Ma, dal primo aprile, finalmente il nuovo Museo Egizio si mostra al pubblico completamente rinnovato negli spazi e nell’allestimento museale in linea con i più moderni standard internazionali”.

Il percorso museale, che poggia sul progetto scientifico elaborato dal Direttore Christian Greco e da otto curatori con differenti specializzazioni, si sviluppa cronologicamente e si articola in quattro piani di visita coprendo un arco temporale che va dal 4000 a.C. al 700 d.C.

 

 

La duplice natura delle collezioni torinesi, in parte antiquarie e in parte archeologiche, è raccontata dalle sale sulla storia del Museo; una novità che risponde in modo puntuale alla domanda più frequente del pubblico: “Perché un Museo Egizio a Torino?”.
Tra le molte novità è da segnalare un’area tematica di grande impatto, la Galleria dei Sarcofagi, che ospita al secondo piano alcuni fra i più bei sarcofagi del Terzo Periodo Intermedio e dell’epoca tarda (1100 – 600 a.

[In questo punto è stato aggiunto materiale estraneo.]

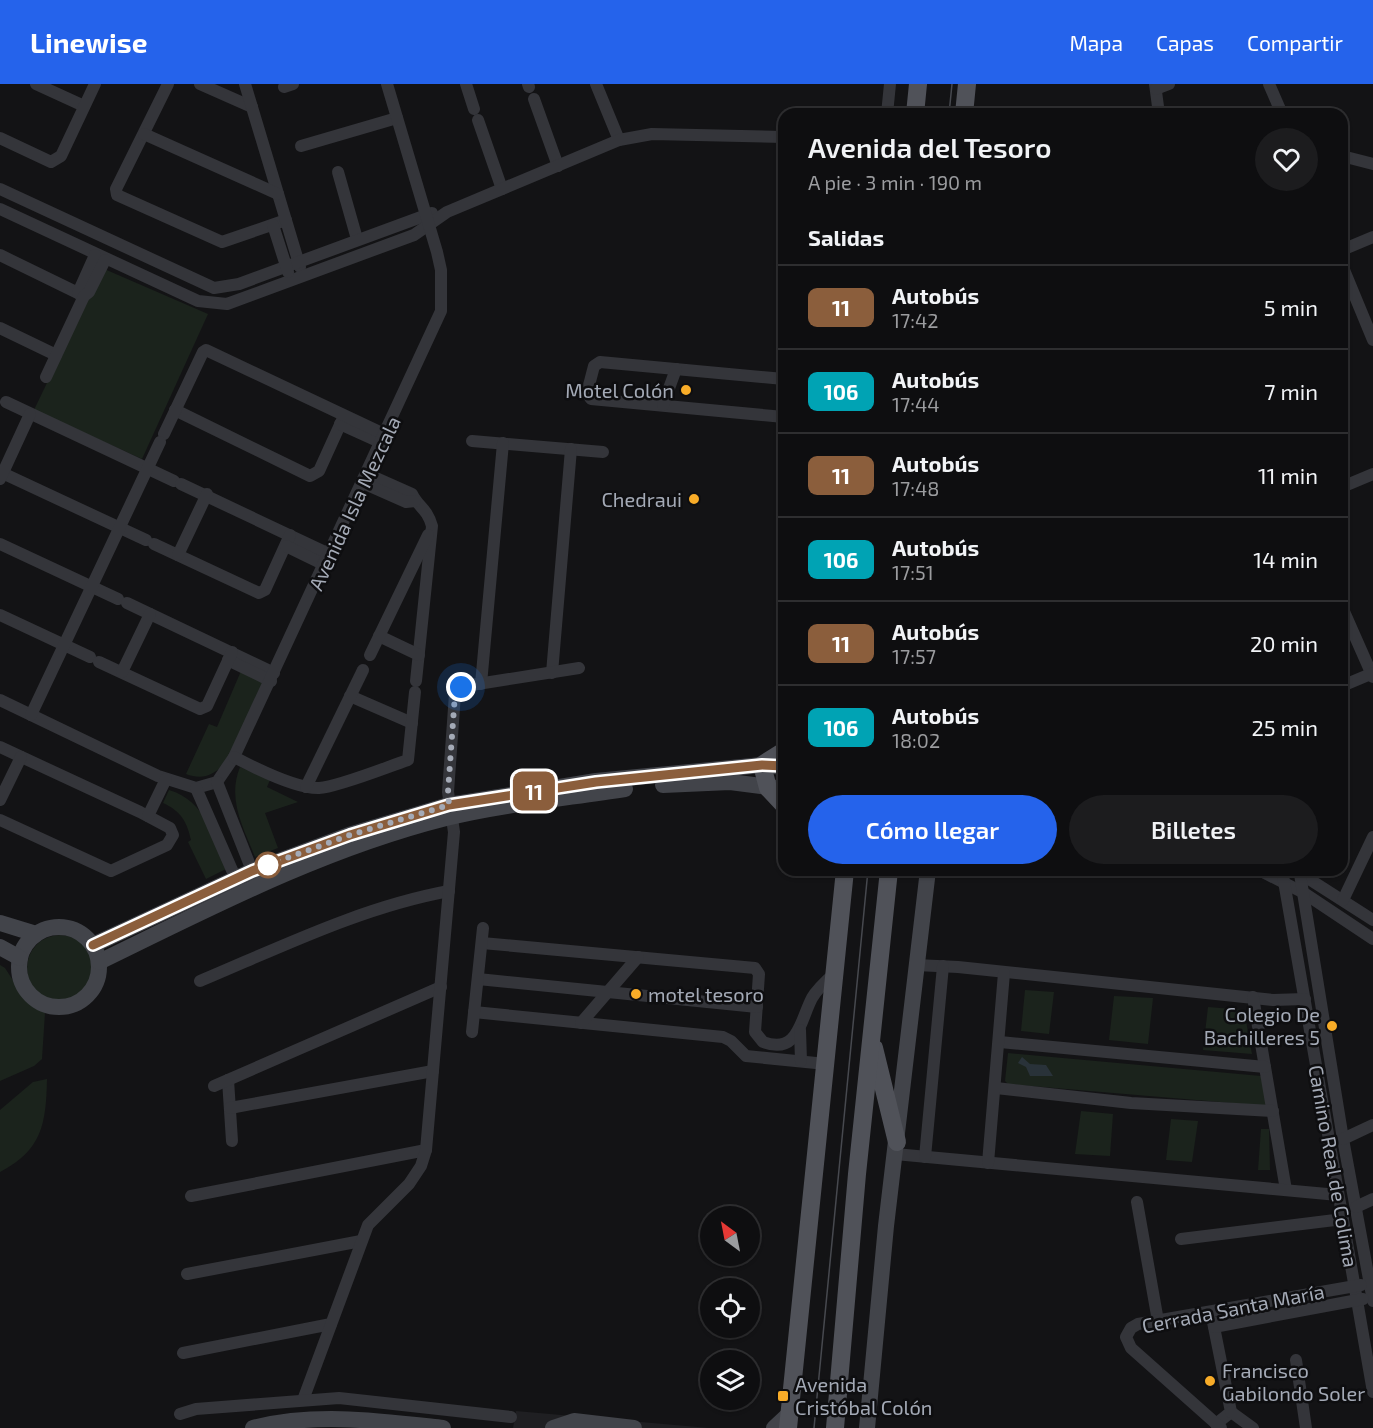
<!DOCTYPE html>
<html lang="es">
<meta charset="utf-8">
<style>
body{margin:0;font-family:"Exo 2",sans-serif;background:#1c1c1e;color:#f1f3f6;height:100vh;display:flex;flex-direction:column;font-size:22px;white-space:nowrap}
*{box-sizing:border-box;margin:0}
p{font-size:20px;color:#9b9c9f}
.icon{flex:none;width:33px;height:33px;fill:none;stroke:currentColor;stroke-width:2;stroke-linecap:round;stroke-linejoin:round}
.map{position:relative;flex:1;overflow:hidden}
.drawer{position:absolute;left:778px;top:24px;width:570px;height:768px;display:flex;flex-direction:column;background:#0e0e10;border-radius:18px;box-shadow:0 2px 4px #0004,0 0 0 2px #2e2e30}
.drawer>*{flex:none}
.badge{padding:0 12px;border-radius:9px;font-size:21px;line-height:39px}
.needle{width:39px;rotate:328deg}
.tools{position:absolute;left:700px;top:1122px;display:grid;gap:12px}
.tools a{display:grid;place-items:center;width:60px;height:60px;border-radius:50%;background:#0e0e10;box-shadow:0 2px 4px #0004,0 0 0 2px #2e2e30;font-size:30px}
.you{position:absolute;width:30px;height:30px;margin:-15px;border:4px solid #fff;border-radius:50%;background:#1a73e8;box-shadow:0 0 0 9px #1a73e833}
.map>.badge{position:absolute;translate:-50% -50%;box-shadow:0 0 0 3px #fff}
h2{padding:0 30px;font-size:22px;line-height:54px}
.round{display:grid;place-items:center;flex:none;width:63px;height:63px;border-radius:32px;background:#1c1c1e}
.headline{display:flex;align-items:center;justify-content:space-between;height:102px;padding:0 30px}
h1{font-size:28px;font-weight:600;line-height:45px}
.cta{display:flex;gap:12px;margin-top:auto;padding:12px 30px}
.cta a{flex:1;height:69px;border-radius:36px;background:#2563eb;color:#fff;font-size:24px;font-weight:600;line-height:69px;text-align:center}
.cta a+a{background:#1c1c1e;color:#f1f3f6}
ul{padding:0;list-style:none}
li{display:flex;align-items:center;gap:18px;height:84px;padding:0 30px;border-top:2px solid #2e2e30}
li div{flex:1}
li b{display:block;font-size:22px}
li em{font-style:normal}
li .badge{min-width:66px;font-weight:700;text-align:center}
header{display:flex;align-items:center;gap:36px;box-sizing:border-box;height:84px;padding:0 30px;background:#2563eb;color:#fff}
header strong{font-size:28px}
nav{display:flex;gap:33px;margin-inline-start:auto;font-size:21px}
.map>svg:first-child{display:block}
</style>
<header>
<strong>Linewise</strong>
<nav><a>Mapa</a><a>Capas</a><a>Compartir</a></nav>
</header>
<div class="map">
<svg width="1373" height="1344" viewBox="0 0 1373 1344">
<rect width="100%" height="100%" fill="#131315"/>
<!-- built -->
<polygon fill="#1f1f22" points="516,1327 709,1344 513,1344"/>
<!-- green -->
<g fill="#1b231c">
<polygon points="102,184 208,230 142,375 34,326"/>
<path d="M241,587L261,595L263,600L227,676C216,690 204,697 186,690L209,640L217,643Z"/>
<path d="M240,683L270,696L267,703L298,718L265,729L278,764L255,773C243,743 227,715 240,683Z"/>
<path d="M169,706C206,717 213,753 226,785L206,795L188,758L191,756C187,738 181,727 163,719Z"/>
<circle cx="60" cy="884" r="33"/>
<polygon points="0,881 5,884 25,915 45,929 42,975 34,982 0,997"/>
<polygon points="1025,906 1054,908 1049,950 1021,947"/>
<polygon points="1114,912 1153,914 1148,960 1109,956"/>
<polygon points="1208,923 1244,926 1252,970 1203,966"/>
<polygon points="1008,969 1261,992 1267,1022 1008,1000 1005,997"/>
<path d="M47,995C46,1040 42,1066 0,1088V1026L33,998Z"/>
<polygon points="1081,1027 1113,1030 1110,1072 1075,1070"/>
<polygon points="1171,1035 1198,1037 1192,1078 1166,1076"/>
<polygon points="1261,1045 1269,1045 1270,1086 1258,1086"/>
</g>
<!-- water -->
<polygon fill="#293239" points="1022,973 1030,980 1046,981 1053,992 1030,992 1026,983 1018,979"/>
<g fill="none" stroke-linecap="round" stroke-linejoin="round">
<!-- street -->
<g stroke="#34353a" stroke-width="12">
<polyline points="36,0 84,22"/>
<polyline points="168,0 116,105 117,111 222,158 286,136"/>
<polyline points="200,0 252,23"/>
<polyline points="245,0 300,183"/>
<polyline points="466,0 474,25"/>
<polyline points="528,0 529,3"/>
<polyline points="596,0 619,56"/>
<polyline points="1155,0 1159,30"/>
<polyline points="1269,0 1282,30"/>
<polyline points="284,3 293,0"/>
<polyline points="1156,5 1169,0"/>
<polyline points="534,15 558,82"/>
<polyline points="887,30 890,0"/>
<polyline points="478,36 502,105"/>
<polyline points="144,50 278,110"/>
<polyline points="0,54 51,78 61,72 95,0"/>
<polyline points="301,62 397,34"/>
<polyline points="1342,72 1373,80"/>
<polyline points="338,88 357,155"/>
<polyline points="0,105 214,204 239,200 432,129"/>
<polyline points="0,125 198,217 227,220 414,151 447,128 619,56 652,50 784,53"/>
<polyline points="273,141 288,188"/>
<polyline points="1342,166 1373,153"/>
<polyline points="0,171 84,212"/>
<polyline points="1342,181 1373,256"/>
<polyline points="78,209 95,171"/>
<polyline points="0,244 56,271"/>
<polyline points="46,293 84,212 89,208 105,176"/>
<polyline points="784,295 600,278 594,282 587,309 591,315 784,333"/>
<polyline points="6,318 174,397"/>
<polyline points="663,321 676,285"/>
<polyline points="175,326 310,392 319,387 344,332"/>
<polyline points="340,340 382,359"/>
<polyline points="164,350 203,268 206,266 386,351"/>
<polyline points="472,357 603,368"/>
<polyline points="0,388 146,456"/>
<path d="M367,390L412,410C418,423 427,424 432,442L416,597"/>
<polyline points="0,395 30,330"/>
<polyline points="363,399 406,418 415,417"/>
<polyline points="181,400 329,470"/>
<polyline points="1342,403 1373,390"/>
<polyline points="0,460 118,515"/>
<polyline points="154,460 259,509 265,506 290,451"/>
<polyline points="286,462 325,481"/>
<polyline points="178,471 207,410"/>
<polyline points="127,519 274,589"/>
<polyline points="1342,523 1373,593"/>
<polyline points="0,531 90,573"/>
<polyline points="379,552 419,571"/>
<polyline points="370,571 428,451"/>
<polyline points="228,576 271,597"/>
<polyline points="99,578 200,625 207,622 232,568"/>
<polyline points="122,588 150,530"/>
<polyline points="552,589 571,365"/>
<polyline points="481,600 503,359"/>
<polyline points="1342,602 1373,589"/>
<polyline points="350,612 412,639"/>
<polyline points="0,616 158,692 196,704 217,698 234,673 441,227 441,186 437,168 387,0"/>
<polyline points="31,631 160,358"/>
<polyline points="0,663 140,728 170,744 173,751 167,761 111,787 0,736"/>
<path d="M234,673C255,684 296,705 319,704C338,703 387,683 408,676L415,608"/>
<polyline points="217,698 255,794"/>
<polyline points="306,703 363,586"/>
<polyline points="196,704 239,802"/>
<polyline points="0,716 21,673"/>
<polyline points="148,732 166,695"/>
<polyline points="1259,786 1304,809 1373,855"/>
<polyline points="1282,786 1373,1308"/>
<polyline points="1298,788 1373,836"/>
<polyline points="1300,790 1343,1055 1373,1217"/>
<polyline points="1343,816 1373,753"/>
<path d="M482,859L755,884L759,890L755,948L763,958C798,971 800,937 812,914C817,905 827,896 835,889"/>
<polyline points="916,881 958,883 1273,916 1305,915"/>
<polyline points="478,895 757,923"/>
<path d="M200,897C281,863 362,823 449,807"/>
<polyline points="1253,913 1286,1106"/>
<polyline points="474,928 723,953 731,957 746,972 826,980"/>
<polyline points="581,939 638,873"/>
<polyline points="800,946 801,977"/>
<polyline points="472,948 483,844"/>
<polyline points="1000,958 1265,983"/>
<polyline points="228,996 232,1057"/>
<polyline points="214,1002 441,903"/>
<polyline points="996,1004 1131,1019 1273,1027"/>
<polyline points="230,1024 433,987"/>
<polyline points="1343,1055 1373,1041"/>
<polyline points="895,1070 1338,1111"/>
<polyline points="925,1073 943,882"/>
<polyline points="988,1079 1004,889"/>
<polyline points="191,1112 426,1066"/>
<polyline points="1137,1118 1158,1237"/>
<polyline points="1356,1123 1373,1115"/>
<polyline points="1181,1155 1343,1135"/>
<polyline points="187,1190 361,1157"/>
<polyline points="1213,1238 1231,1328 1216,1340"/>
<polyline points="1214,1243 1363,1215"/>
<polyline points="183,1269 331,1240"/>
<polyline points="1296,1276 1306,1344"/>
<polyline points="303,1316 368,1141 409,1100 421,1082 426,1066 454,748 448,708 455,610 458,605 465,602 579,584"/>
<polyline points="1231,1328 1253,1344"/>
<polyline points="180,1330 196,1325 339,1314 511,1333"/>
<polyline points="1221,1344 1131,1264 1126,1253 1131,1244 1138,1240 1361,1201"/>
</g>
<!-- secondary -->
<g stroke="#42444a" stroke-width="16">
<polyline points="663,701 730,698 784,705"/>
<polyline points="0,839 36,850"/>
<circle cx="59" cy="883" r="40"/>
<polyline points="93,861 252,787 349,751 449,721 596,697 762,681 784,683"/>
<polyline points="0,863 20,874"/>
<path d="M99,878C212,823 323,765 446,734C503,720 567,714 625,705"/>
<path d="M253,1344C315,1328 380,1337 443,1344"/>
<polyline points="553,1344 574,1337 634,1344"/>
<polyline points="774,1344 789,1330"/>
<polyline points="867,1344 886,1142 928,786"/>
</g>
<!-- primary -->
<g stroke="#505259" stroke-width="18">
<polyline points="915,30 918,0"/>
<polyline points="964,30 967,0"/>
<polyline points="784,667 762,681 768,704 784,721"/>
<polyline points="874,964 897,1058"/>
<polyline points="788,1344 845,786"/>
<polyline points="835,1344 857,1090 889,786"/>
</g>
<!-- tram -->
<g stroke="#47494f" stroke-width="1.5">
<polyline points="949,30 952,0"/>
<polyline points="814,1344 868,786"/>
</g>
</g>
<g fill="none" stroke-linecap="round" stroke-linejoin="round">
<!-- line casing -->
<g stroke="#fff" stroke-width="14">
<polyline id="line" points="93,861 252,787 350,751 449,721 596,698 762,681 784,682"/>
</g>
<!-- line -->
<use href="#line" stroke="#8b5e3c" stroke-width="9"/>
<!-- walk -->
<polyline stroke="#a4aab6" stroke-width="6" stroke-dasharray="0 10.8" points="268,781 350,751 449,721 448,708 455,610 461,603"/>
</g>
<!-- markers -->
<g fill="#f8ac28" stroke="#0e0e10" stroke-width="2">
<circle cx="686" cy="306" r="6"/>
<circle cx="694" cy="415" r="6"/>
<circle cx="636" cy="910" r="6"/>
<circle cx="1332" cy="942" r="6"/>
<circle cx="1210" cy="1297" r="6"/>
<rect x="777" y="1306" width="12" height="12" rx="3"/>
</g>
<circle fill="#fff" stroke="#8b5e3c" stroke-width="3" cx="268" cy="781" r="12"/>
<g text-anchor="middle" dominant-baseline="central" stroke-width="5" stroke-linejoin="round" paint-order="stroke">
<!-- poi labels -->
<g font-size="20" fill="#a4aab6" stroke="#0e0e10" text-anchor="end">
<text x="674" y="306">Motel Colón</text>
<text x="682" y="415">Chedraui</text>
<text x="648" y="910" text-anchor="start">motel tesoro</text>
<text x="1320" y="930">Colegio De<tspan x="1320" dy="23">Bachilleres 5</tspan></text>
<text x="1222" y="1286" text-anchor="start">Francisco<tspan x="1222" dy="23">Gabilondo Soler</tspan></text>
<text x="795" y="1300" text-anchor="start">Avenida<tspan x="795" dy="23">Cristóbal Colón</tspan></text>
</g>
<!-- street labels -->
<g font-size="20" fill="#a4aab6" stroke="#0e0e10">
<text transform="translate(354 419) rotate(-65)">Avenida Isla Mezcala</text>
<text transform="translate(1334 1082) rotate(80)">Camino Real de Colima</text>
<text transform="translate(1233 1224) rotate(-11)">Cerrada Santa María</text>
</g>
</g>
</svg>
<div class="tools">
<a><svg class="needle" viewBox="-14 -14 28 28"><path d="M0-13l5 13h-10z" fill="#e53935"/><path d="M0 13l5-13h-10z" fill="#9b9c9f"/></svg></a>
<a><svg class="icon" aria-label="locate" viewBox="0 0 24 24"><circle cx="12" cy="12" r="6"/><path d="M12 2v4M12 18v4M2 12h4M18 12h4"/></svg></a>
<a><svg class="icon" aria-label="layers" viewBox="0 0 24 24"><path d="M12 4l9 5-9 5-9-5zM3 14l9 5 9-5"/></svg></a>
</div>
<div class="you" style="left:461px;top:603px"></div>
<b class="badge" style="left:534px;top:707px;background:#8b5e3c;color:#fff">11</b>
<section class="drawer">
<div class="headline"><div><h1>Avenida del Tesoro</h1><p>A pie · 3 min · 190 m</p></div><a class="round"><svg class="icon" aria-label="heart" viewBox="0 0 24 24"><path d="M12 20l-8-8c-3-5 5-10 8-4 3-6 11-1 8 4z"/></svg></a></div>
<h2>Salidas</h2>
<ul>
<li><span class="badge" style="background:#8b5e3c;color:#fff">11</span><div><b>Autobús</b><p>17:42</p></div><em>5 min</em></li>
<li><span class="badge" style="background:#00a3b4;color:#fff">106</span><div><b>Autobús</b><p>17:44</p></div><em>7 min</em></li>
<li><span class="badge" style="background:#8b5e3c;color:#fff">11</span><div><b>Autobús</b><p>17:48</p></div><em>11 min</em></li>
<li><span class="badge" style="background:#00a3b4;color:#fff">106</span><div><b>Autobús</b><p>17:51</p></div><em>14 min</em></li>
<li><span class="badge" style="background:#8b5e3c;color:#fff">11</span><div><b>Autobús</b><p>17:57</p></div><em>20 min</em></li>
<li><span class="badge" style="background:#00a3b4;color:#fff">106</span><div><b>Autobús</b><p>18:02</p></div><em>25 min</em></li>
</ul>
<div class="cta"><a>Cómo llegar</a><a>Billetes</a></div>
</section>
</div>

C) molti dei quali restaurati presso il museo.

Per il pubblico sarà come vivere un viaggio nel tempo: la visita si conclude al piano terra fra le statue monumentali, nelle sale allestite dallo scenografo Dante Ferretti, in quella che Champollion, il noto studioso decifratore dei geroglifici, definì “una meravigliosa assemblea di re e divinità”.
Dante Ferretti è inoltre autore del “Percorso Nilotico” che accompagna il pubblico nella salita, con le scale mobili, alle sale espositive dal primo al terzo piano.

Quello che si inaugura è un Museo completamente rinnovato che racchiude tra le sue mura barocche reperti millenari e tecnologia avanzata: i visitatori dell’Egizio possono oggi fruire di ricostruzioni virtuali di alcuni contesti archeologici realizzate nell’ambito della collaborazione scientifica fra Museo Egizio e Istituto IBAM del CNR. I visitatori possono così vivere l’esperienza della scoperta grazie a video 3D che, basandosi su preziosi documenti di scavo e fotografie d’epoca, ridanno vita alla tomba di Kha, alla tomba di Nefertari e alla cappella di Maia, tutte e tre scoperte da Ernesto Schiaparelli, tra i primi direttori di questo Museo, agli inizi del ‘900.

È un Museo, il nuovo Egizio, in dialogo costante con il mondo esterno: con la comunità scientifica internazionale, ponendosi come un punto di riferimento per la ricerca, e con i suoi eterogenei pubblici. A testimoniare l’attenzione verso di loro le sei lingue, numero destinato a crescere, in cui a partire dal 2 aprile saranno disponibili le videoguide e i testi di sala tradotti non solo in inglese ma anche in arabo per sottolineare lo stretto legame con la terra da cui le collezioni dell’Egizio provengono.